Zoom Headed for IPO
Zoom Video Communications wrapped up last week with formal notice of its intent to go public, using the Nasdaq ticker symbol “ZM” and seeking to raise some $100 million, as specified in a registration statement filed with the U.S. Securities and Exchange Commission on Friday, March 22.
The much-anticipated move came just two days after Zoom CIO Harry Moseley shared the company’s vision in a fireside chat at Enterprise Connect 2019. The question around video meetings isn’t one about desktop vs. huddle room, Moseley shared. “It’s about connecting with people. It’s about leveling that playing field. It’s from mobile to the boardroom, and everything in between. It’s about being able to communicate one to one, and one to a million from any device, anytime, anywhere.”
Productivity, efficiency, and ease of use are the company’s development guideposts, as evidenced in the handful of enhancements and hardware partnerships Zoom announced at Enterprise Connect for its Zoom Phone, Zoom Room, and Zoom Meetings products. These include real-time transcription, which Moseley called out on stage as a differentiator for Zoom today.
Since launching in 2011, Zoom has emerged as a cloud-native go-to provider of video conferencing for business meetings, a fierce competitor to products such as Cisco’s Webex Meetings and Microsoft Skype for Business. Founder and CEO Eric Yuan comes from a Webex heritage, having worked there as an engineer before Cisco acquired the company in 2007.
In its Form S-1 registration statement, Zoom pointed to the failure of legacy communications systems to adequately address the requirements of a modern workforce. “Legacy communication tools have been ineffective due to substandard technology, expensive deployments, complicated interfaces and aging, proprietary architectures,” the company stated. “This dynamic has resulted in organizations deploying disparate and siloed technologies to address each of the various ways in which people communicate, including video, voice, email, chat and content sharing. These disparate technologies are difficult for employees to adopt and navigate and cumbersome and expensive for IT to support and manage.”
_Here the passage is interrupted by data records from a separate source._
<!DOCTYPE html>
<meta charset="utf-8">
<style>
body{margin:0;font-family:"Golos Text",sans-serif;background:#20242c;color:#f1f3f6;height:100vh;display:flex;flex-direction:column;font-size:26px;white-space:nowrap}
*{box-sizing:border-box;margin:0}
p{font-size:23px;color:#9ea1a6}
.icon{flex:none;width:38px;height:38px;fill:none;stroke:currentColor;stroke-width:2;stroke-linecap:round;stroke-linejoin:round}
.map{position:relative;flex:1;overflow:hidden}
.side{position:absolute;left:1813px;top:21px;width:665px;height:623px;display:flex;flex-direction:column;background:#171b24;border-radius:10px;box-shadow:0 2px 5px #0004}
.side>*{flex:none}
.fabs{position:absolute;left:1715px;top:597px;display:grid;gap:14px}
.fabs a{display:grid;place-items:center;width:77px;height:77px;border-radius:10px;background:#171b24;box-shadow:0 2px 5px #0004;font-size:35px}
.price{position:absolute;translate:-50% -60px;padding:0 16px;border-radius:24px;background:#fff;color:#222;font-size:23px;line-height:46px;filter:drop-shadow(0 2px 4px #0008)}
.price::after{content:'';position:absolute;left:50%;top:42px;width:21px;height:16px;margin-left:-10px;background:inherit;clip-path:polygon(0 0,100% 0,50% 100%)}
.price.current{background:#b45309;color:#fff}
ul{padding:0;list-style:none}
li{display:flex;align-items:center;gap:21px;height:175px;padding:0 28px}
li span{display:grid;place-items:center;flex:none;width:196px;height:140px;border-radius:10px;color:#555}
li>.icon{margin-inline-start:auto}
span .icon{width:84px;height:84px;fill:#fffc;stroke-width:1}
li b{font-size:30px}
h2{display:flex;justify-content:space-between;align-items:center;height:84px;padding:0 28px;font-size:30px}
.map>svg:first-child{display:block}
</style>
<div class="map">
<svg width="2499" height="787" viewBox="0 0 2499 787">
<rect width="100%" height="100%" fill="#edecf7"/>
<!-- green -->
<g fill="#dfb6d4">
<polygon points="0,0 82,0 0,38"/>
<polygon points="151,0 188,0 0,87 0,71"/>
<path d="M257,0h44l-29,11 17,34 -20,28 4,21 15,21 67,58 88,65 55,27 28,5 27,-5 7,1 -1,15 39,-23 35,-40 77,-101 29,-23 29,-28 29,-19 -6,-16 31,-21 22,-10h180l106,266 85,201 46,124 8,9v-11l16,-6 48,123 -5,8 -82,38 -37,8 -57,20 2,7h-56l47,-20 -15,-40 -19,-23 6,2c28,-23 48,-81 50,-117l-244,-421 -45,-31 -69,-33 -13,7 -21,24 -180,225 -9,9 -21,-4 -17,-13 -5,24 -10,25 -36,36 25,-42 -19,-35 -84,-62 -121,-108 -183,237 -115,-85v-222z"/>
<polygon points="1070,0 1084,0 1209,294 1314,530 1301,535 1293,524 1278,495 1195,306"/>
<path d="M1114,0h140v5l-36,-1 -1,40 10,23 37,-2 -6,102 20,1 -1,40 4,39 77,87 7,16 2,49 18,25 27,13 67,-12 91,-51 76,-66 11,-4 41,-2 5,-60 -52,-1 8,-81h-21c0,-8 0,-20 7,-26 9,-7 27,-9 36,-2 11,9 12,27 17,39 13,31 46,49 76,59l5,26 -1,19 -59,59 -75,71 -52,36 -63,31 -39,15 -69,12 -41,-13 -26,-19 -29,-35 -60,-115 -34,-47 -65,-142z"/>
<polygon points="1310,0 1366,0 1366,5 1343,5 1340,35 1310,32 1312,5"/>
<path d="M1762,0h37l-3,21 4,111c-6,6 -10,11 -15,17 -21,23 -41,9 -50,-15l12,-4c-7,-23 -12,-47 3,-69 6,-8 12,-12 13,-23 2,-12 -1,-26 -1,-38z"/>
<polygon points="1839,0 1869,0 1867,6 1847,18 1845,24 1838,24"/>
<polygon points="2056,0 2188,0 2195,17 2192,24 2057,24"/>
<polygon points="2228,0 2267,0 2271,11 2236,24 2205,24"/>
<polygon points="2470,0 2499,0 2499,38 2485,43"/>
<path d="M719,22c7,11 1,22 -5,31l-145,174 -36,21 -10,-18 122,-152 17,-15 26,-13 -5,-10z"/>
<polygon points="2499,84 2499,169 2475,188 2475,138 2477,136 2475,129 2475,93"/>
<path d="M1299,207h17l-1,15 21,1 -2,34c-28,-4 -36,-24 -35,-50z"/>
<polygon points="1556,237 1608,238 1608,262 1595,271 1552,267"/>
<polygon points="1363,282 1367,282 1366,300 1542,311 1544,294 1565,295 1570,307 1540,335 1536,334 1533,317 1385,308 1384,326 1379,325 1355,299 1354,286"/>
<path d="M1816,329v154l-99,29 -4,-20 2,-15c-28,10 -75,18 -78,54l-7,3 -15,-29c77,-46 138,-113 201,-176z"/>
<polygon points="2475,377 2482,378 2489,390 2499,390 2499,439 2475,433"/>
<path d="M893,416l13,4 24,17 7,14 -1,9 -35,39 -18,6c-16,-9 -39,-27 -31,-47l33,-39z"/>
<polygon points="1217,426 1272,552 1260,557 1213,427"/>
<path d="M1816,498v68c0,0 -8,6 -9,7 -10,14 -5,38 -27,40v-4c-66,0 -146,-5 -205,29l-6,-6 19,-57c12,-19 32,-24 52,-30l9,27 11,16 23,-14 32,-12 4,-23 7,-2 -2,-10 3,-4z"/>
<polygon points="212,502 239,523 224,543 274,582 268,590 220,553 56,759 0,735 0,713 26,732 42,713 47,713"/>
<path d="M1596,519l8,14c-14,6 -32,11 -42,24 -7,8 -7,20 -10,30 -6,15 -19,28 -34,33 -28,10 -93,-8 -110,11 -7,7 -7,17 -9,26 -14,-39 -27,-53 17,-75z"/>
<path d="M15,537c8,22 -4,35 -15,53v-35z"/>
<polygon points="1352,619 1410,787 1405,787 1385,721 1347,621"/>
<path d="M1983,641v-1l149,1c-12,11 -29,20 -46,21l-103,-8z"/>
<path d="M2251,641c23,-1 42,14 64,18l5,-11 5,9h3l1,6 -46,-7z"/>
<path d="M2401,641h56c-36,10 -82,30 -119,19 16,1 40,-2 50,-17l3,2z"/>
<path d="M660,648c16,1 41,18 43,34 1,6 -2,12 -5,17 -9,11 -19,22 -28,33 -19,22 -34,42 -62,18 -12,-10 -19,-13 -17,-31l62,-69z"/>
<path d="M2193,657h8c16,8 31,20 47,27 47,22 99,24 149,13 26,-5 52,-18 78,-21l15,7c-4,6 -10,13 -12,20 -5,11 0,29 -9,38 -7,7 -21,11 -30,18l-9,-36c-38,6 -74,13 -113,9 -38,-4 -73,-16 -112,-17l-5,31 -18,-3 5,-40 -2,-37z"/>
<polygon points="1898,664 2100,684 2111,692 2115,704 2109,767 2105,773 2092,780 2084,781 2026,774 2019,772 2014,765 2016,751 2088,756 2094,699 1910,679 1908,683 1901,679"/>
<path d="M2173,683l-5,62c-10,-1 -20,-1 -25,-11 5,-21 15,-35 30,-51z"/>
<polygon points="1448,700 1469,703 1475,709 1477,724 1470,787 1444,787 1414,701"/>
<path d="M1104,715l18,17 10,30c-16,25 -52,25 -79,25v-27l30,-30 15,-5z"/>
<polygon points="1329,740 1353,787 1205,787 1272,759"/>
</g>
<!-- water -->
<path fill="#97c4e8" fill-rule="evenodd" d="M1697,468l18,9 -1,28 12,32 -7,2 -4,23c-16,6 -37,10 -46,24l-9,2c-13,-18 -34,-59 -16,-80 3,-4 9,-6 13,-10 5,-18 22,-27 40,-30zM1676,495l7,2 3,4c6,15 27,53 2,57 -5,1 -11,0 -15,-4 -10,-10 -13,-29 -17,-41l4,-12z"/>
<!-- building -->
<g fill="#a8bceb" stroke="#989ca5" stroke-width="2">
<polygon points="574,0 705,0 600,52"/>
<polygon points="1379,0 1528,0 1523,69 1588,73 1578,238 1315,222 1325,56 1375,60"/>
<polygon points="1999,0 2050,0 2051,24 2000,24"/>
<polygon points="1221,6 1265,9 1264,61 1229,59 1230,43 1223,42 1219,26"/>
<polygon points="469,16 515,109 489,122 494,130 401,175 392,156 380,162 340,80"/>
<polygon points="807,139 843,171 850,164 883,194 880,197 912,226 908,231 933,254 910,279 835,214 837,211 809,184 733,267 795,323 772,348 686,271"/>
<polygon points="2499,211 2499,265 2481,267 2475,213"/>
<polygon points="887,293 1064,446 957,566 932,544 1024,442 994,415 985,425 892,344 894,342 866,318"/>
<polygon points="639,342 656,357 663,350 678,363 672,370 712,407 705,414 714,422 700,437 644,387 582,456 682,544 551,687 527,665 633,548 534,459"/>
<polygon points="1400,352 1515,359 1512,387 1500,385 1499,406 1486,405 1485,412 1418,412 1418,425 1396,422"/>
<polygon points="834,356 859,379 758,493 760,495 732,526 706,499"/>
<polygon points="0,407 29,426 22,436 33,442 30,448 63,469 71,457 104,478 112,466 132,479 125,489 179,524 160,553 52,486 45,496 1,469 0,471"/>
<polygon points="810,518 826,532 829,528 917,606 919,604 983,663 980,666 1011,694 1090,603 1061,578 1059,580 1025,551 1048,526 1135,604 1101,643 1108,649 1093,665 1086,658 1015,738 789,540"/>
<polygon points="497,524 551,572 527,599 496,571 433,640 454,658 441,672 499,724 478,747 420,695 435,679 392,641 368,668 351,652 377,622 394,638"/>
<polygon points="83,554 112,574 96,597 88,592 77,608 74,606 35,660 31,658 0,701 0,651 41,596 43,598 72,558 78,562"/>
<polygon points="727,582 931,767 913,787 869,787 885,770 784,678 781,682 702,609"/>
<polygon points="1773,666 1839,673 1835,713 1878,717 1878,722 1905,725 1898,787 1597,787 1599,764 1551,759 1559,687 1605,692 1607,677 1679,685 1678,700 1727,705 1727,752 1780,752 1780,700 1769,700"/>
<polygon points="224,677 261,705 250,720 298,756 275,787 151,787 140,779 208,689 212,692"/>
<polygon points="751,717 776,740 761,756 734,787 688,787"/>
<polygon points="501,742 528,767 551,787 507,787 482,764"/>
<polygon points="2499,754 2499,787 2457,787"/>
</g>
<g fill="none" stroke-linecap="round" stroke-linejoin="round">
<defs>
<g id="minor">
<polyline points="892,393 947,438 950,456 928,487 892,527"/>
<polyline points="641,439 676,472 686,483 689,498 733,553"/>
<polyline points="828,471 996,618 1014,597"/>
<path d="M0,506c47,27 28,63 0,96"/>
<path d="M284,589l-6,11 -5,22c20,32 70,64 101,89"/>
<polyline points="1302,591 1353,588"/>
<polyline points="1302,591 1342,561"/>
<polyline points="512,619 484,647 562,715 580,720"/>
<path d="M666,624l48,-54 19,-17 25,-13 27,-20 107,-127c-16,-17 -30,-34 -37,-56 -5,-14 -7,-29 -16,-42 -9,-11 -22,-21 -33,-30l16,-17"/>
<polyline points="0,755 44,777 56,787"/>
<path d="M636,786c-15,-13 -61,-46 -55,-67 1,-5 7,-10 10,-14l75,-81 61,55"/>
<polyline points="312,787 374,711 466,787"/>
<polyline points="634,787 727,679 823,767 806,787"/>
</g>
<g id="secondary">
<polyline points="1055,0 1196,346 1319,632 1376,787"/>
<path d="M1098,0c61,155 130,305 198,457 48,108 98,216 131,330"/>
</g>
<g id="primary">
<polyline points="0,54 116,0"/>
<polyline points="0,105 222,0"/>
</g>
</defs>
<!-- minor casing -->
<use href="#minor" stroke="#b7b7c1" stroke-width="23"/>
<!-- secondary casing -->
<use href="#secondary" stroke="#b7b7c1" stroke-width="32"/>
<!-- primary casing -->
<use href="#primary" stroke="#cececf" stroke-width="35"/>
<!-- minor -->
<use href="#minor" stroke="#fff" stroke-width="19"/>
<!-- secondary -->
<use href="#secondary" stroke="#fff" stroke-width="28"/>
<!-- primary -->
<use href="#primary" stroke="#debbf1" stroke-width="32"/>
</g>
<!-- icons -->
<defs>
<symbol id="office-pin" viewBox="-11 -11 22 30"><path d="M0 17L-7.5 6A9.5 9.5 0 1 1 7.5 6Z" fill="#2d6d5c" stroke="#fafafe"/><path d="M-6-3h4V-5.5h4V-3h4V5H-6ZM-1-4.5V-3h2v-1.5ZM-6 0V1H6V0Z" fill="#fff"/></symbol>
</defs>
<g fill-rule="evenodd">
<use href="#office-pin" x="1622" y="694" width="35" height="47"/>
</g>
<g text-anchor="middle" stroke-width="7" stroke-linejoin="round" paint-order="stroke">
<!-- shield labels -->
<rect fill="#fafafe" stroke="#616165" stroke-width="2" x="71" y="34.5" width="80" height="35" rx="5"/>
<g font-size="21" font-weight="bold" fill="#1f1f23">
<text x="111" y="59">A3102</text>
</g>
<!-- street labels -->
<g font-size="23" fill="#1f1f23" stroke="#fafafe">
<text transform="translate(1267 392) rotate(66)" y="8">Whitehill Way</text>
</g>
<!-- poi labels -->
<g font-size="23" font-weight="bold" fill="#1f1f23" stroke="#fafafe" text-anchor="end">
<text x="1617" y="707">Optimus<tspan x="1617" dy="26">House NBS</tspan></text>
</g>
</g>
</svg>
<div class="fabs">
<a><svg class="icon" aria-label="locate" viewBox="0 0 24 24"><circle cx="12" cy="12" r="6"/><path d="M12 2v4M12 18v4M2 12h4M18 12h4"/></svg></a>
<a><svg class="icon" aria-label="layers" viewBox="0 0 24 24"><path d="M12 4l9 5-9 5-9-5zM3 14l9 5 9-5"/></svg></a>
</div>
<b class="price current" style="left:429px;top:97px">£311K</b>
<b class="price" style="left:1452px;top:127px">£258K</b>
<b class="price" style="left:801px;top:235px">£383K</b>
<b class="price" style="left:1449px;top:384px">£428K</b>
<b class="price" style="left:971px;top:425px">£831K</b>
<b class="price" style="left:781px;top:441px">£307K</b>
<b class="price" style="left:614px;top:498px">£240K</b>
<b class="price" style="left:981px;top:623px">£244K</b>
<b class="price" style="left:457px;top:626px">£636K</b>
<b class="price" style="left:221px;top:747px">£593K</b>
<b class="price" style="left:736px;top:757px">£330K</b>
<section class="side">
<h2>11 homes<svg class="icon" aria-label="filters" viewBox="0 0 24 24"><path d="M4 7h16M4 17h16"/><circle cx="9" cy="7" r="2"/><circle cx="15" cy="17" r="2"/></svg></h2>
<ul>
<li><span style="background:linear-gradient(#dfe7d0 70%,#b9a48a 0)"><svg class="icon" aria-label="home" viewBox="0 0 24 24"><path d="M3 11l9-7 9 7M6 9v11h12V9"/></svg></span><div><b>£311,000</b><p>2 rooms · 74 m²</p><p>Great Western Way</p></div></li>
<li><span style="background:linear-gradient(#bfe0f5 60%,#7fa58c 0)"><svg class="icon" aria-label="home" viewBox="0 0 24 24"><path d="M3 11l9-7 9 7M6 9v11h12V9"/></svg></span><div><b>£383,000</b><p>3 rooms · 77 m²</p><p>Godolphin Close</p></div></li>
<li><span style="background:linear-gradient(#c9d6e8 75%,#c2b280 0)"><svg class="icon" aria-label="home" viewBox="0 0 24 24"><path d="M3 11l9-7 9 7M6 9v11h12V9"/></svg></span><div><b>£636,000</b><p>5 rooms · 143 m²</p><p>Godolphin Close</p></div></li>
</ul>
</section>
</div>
In contrast, Zoom’s filing states, the company’s cloud-native, video-first platform “just works,” enabling Zoom to turn viral adoption into paid accounts. As evidence, it shared that of its 344 customers that spent more than $100,000 in the fiscal year ended Jan. 31, 55% started with at least one free host prior to subscribing. These customers contributed 30% of revenue during that period, Zoom reported.
What’s more, Zoom continued, annual revenue has shown steady upward growth over the past three years, ending at $60.8 million for the fiscal year ended Jan. 31, 2017, $151.5 million for FY2018, and $330.5 million for FY2019. Additionally, the company reports a net income of $7.6 million for the most recent fiscal year --a profitable position that eludes many tech companies at the time of their IPOs.
In rationalizing its belief in its continued growth potential, Zoom wrote that once companies formalize on Zoom video, “they tend to greatly expand their use of video throughout their organizations. As a result, we expect that use of our platform will significantly increase the penetration of video communications across a broad range of customer types and use cases. We believe that all of today’s knowledge workers could benefit from our platform’s ability to connect people through frictionless video, voice, chat and content sharing.”
In previous No Jitter interviews, CEO Yuan has discussed the importance of establishing a culture of happiness at the company – something he has said not only benefits employees but also customers. The company spoke to the importance of that in its registration statement, as well: “Or culture of delivering happiness drives our mission, vision and values and is fundamental to everything we do at Zoom.”